By adding the carat you are now specifying that you want characters not in the set. [^abc] will match any character that is not an a, b or c.
Because square braces have special meaning in RegExps you need to escape them with a slash if you want to match one. [ starts a character set, \[ matches a brace. (Same concept for closing braces.)
So, [^\[]+ captures 1 or more characters that are not [.
Wrapping that in parenthesis "captures" the matched portion of the string (in this case "contactDetails" so that you can use it in the replacement.
$1 uses the "captured" string (i.e. "contactDetails") in the replacement string.

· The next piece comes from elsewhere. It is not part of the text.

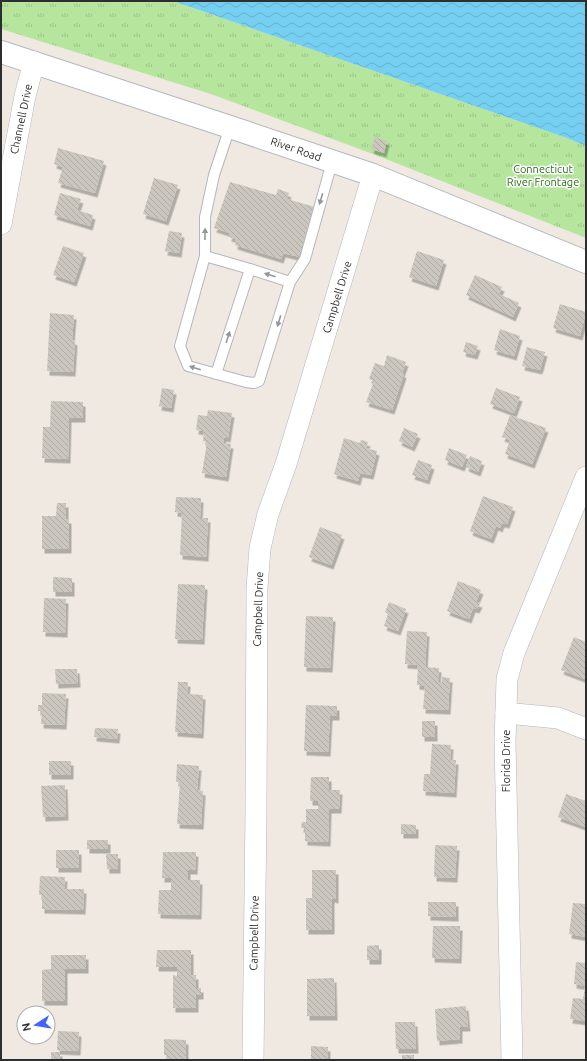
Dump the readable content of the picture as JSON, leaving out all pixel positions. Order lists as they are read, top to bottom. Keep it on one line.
{"streets":{"street":["Channell Drive","River Road","Campbell Drive","Florida Drive"]},"crossings":[["Channell Drive","River Road"],["River Road","Campbell Drive"]],"parks":["Connecticut River Frontage"],"north":"left"}
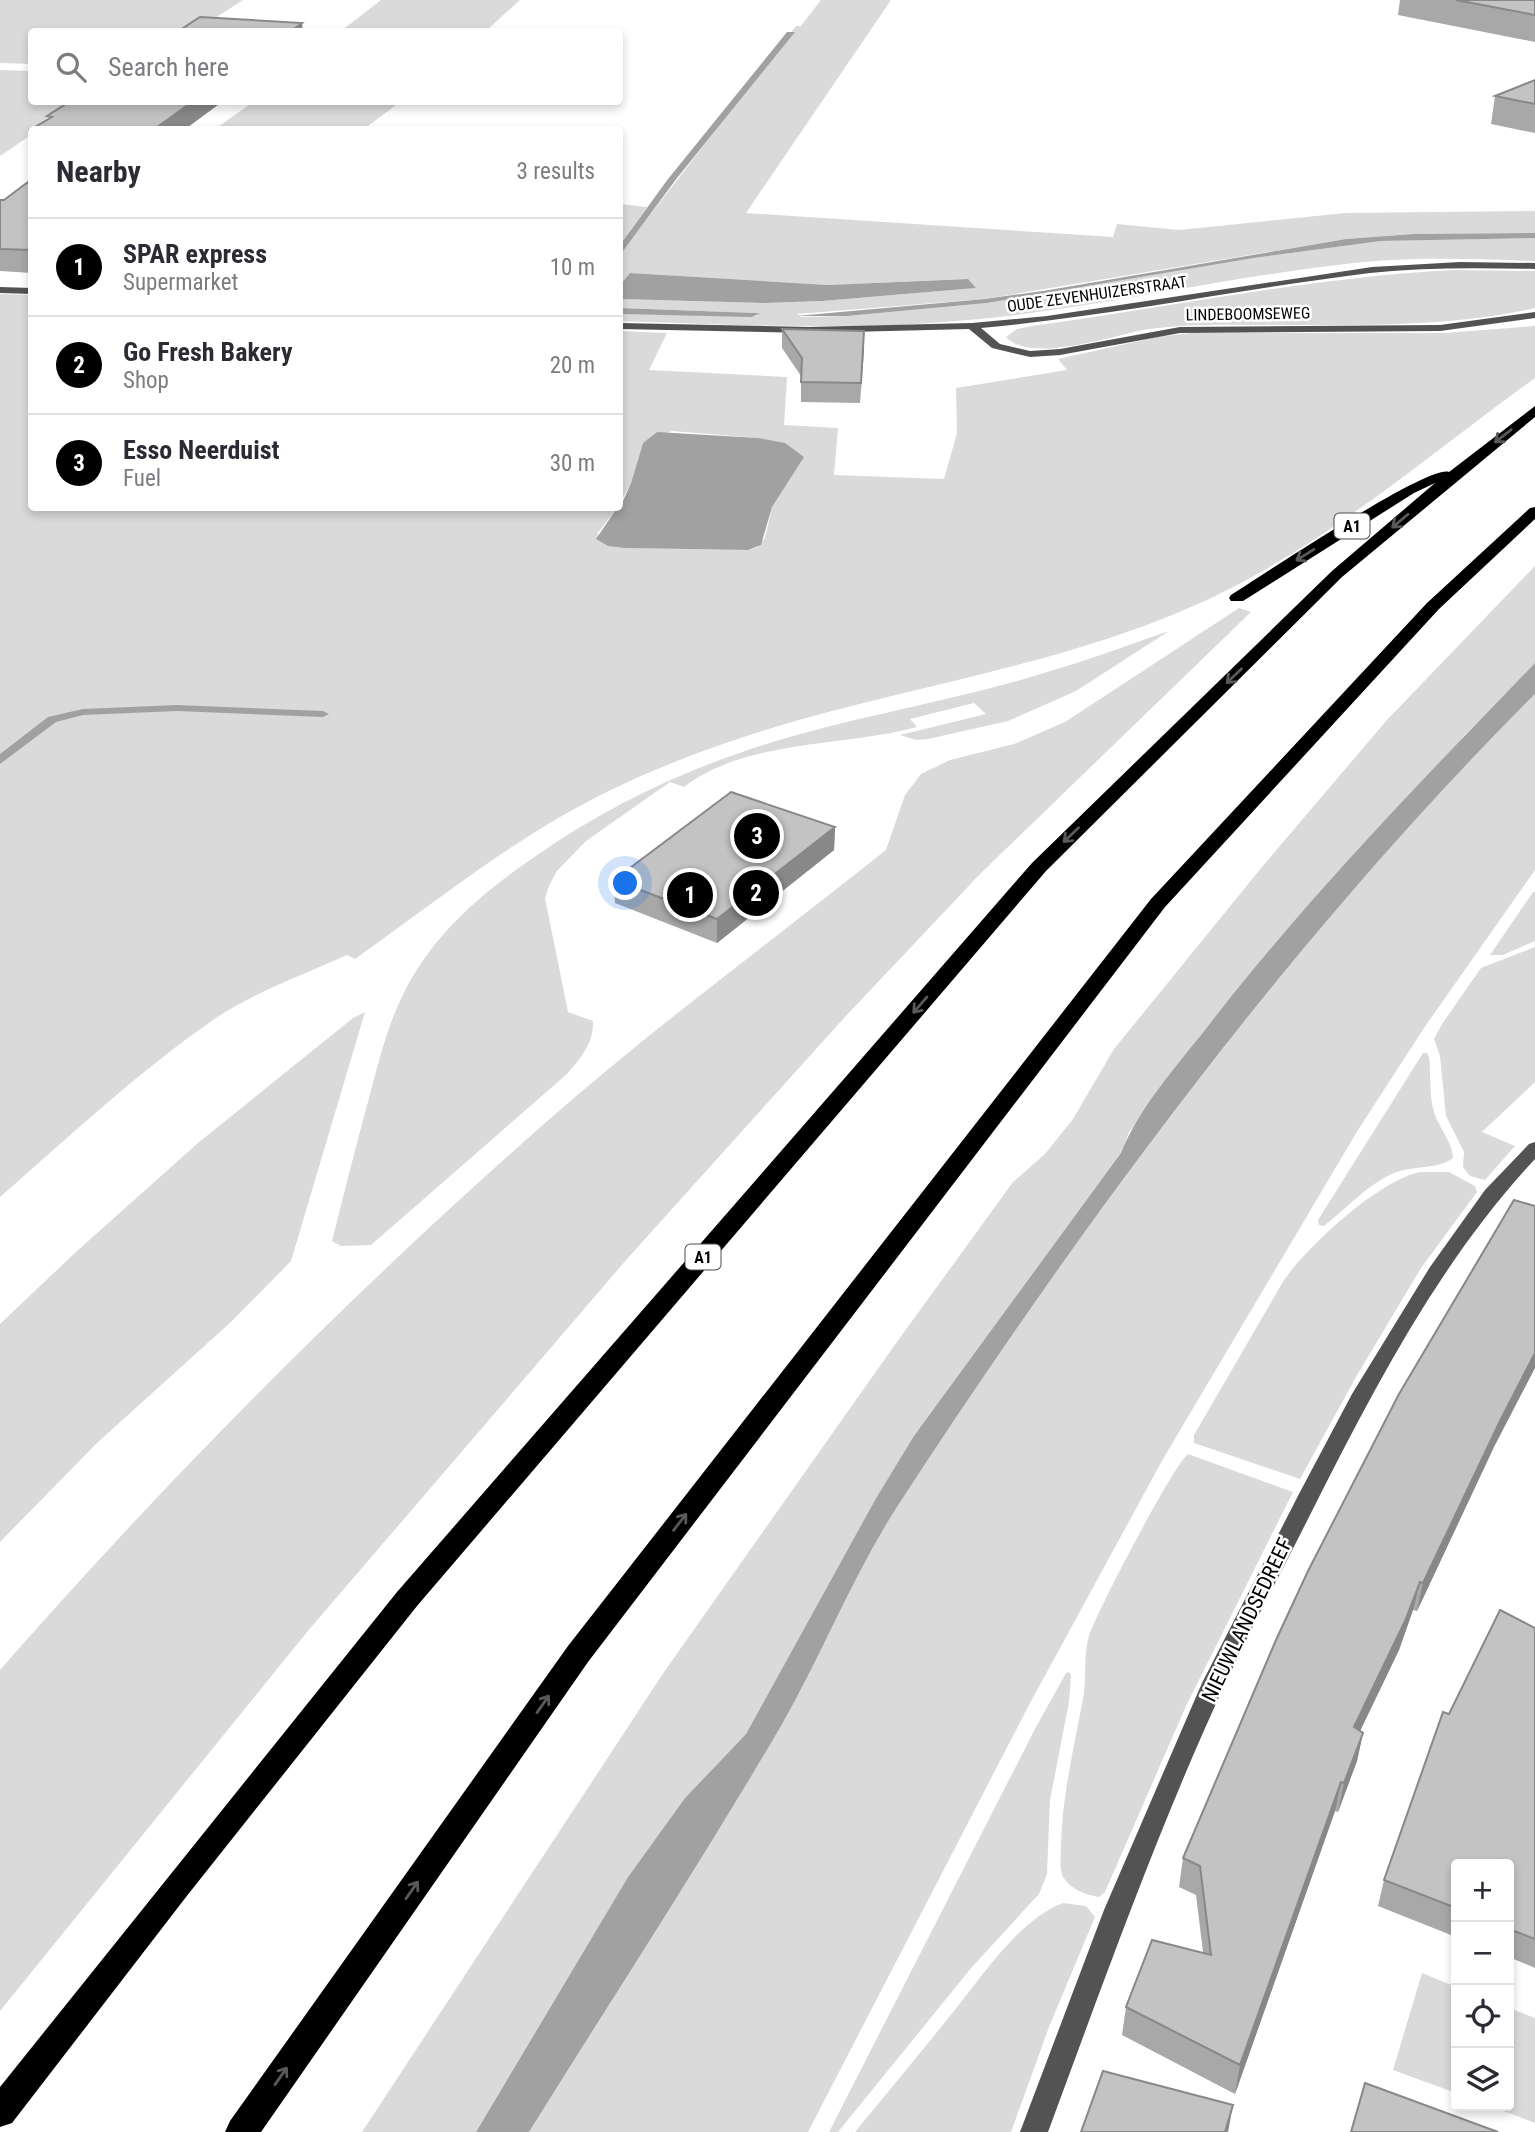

This regex matches "something" followed by a [0].
"something" is identified by the expression [^\[]+ which matches all charactes that are not a [. You can see the () around this expression, because the match is reused with $1, later. The rest of your regex - that is \[0\] just matches the index [0]. The author had to write \[ and \] because [ and ] are special charactes for regular expressions and have to be escaped.
$1 is a reference to the value of the first paranthesis pair. In your case the value of
[^\[]+
which matches one or more characters which are not a '['
The remaining part of the regexp matches string '[0]'.
So if s is 'foobar[0]' the result will be 'foobar[1]'.
[^\[] will match any character that is not [, the '+' means one or more times. So [^[]+ will match contactDetails. The brackets will capture this for later use. The '\' is an escape symbol so the end \[0\] will match [0]. The replace string will use $1 which is what was captured in the brackets and add the new index.
Your interpretation of the regular expression is correct. It is intended to match one or more characters which are not [, followed by a literal [0]. And used in the replace method, the match would be replaced with the match of the first grouping (that’s what $1 is replaced with) together with the sequence [ followed by the value of nel and ] (that’s how "$1["+nel+"]" is to be interpreted).
And again, a simple s.replace(/\[0\]/, "["+nel+"]") does the same. Except if there is nothing in front of [0], because in that case the first regex wouldn’t find a match.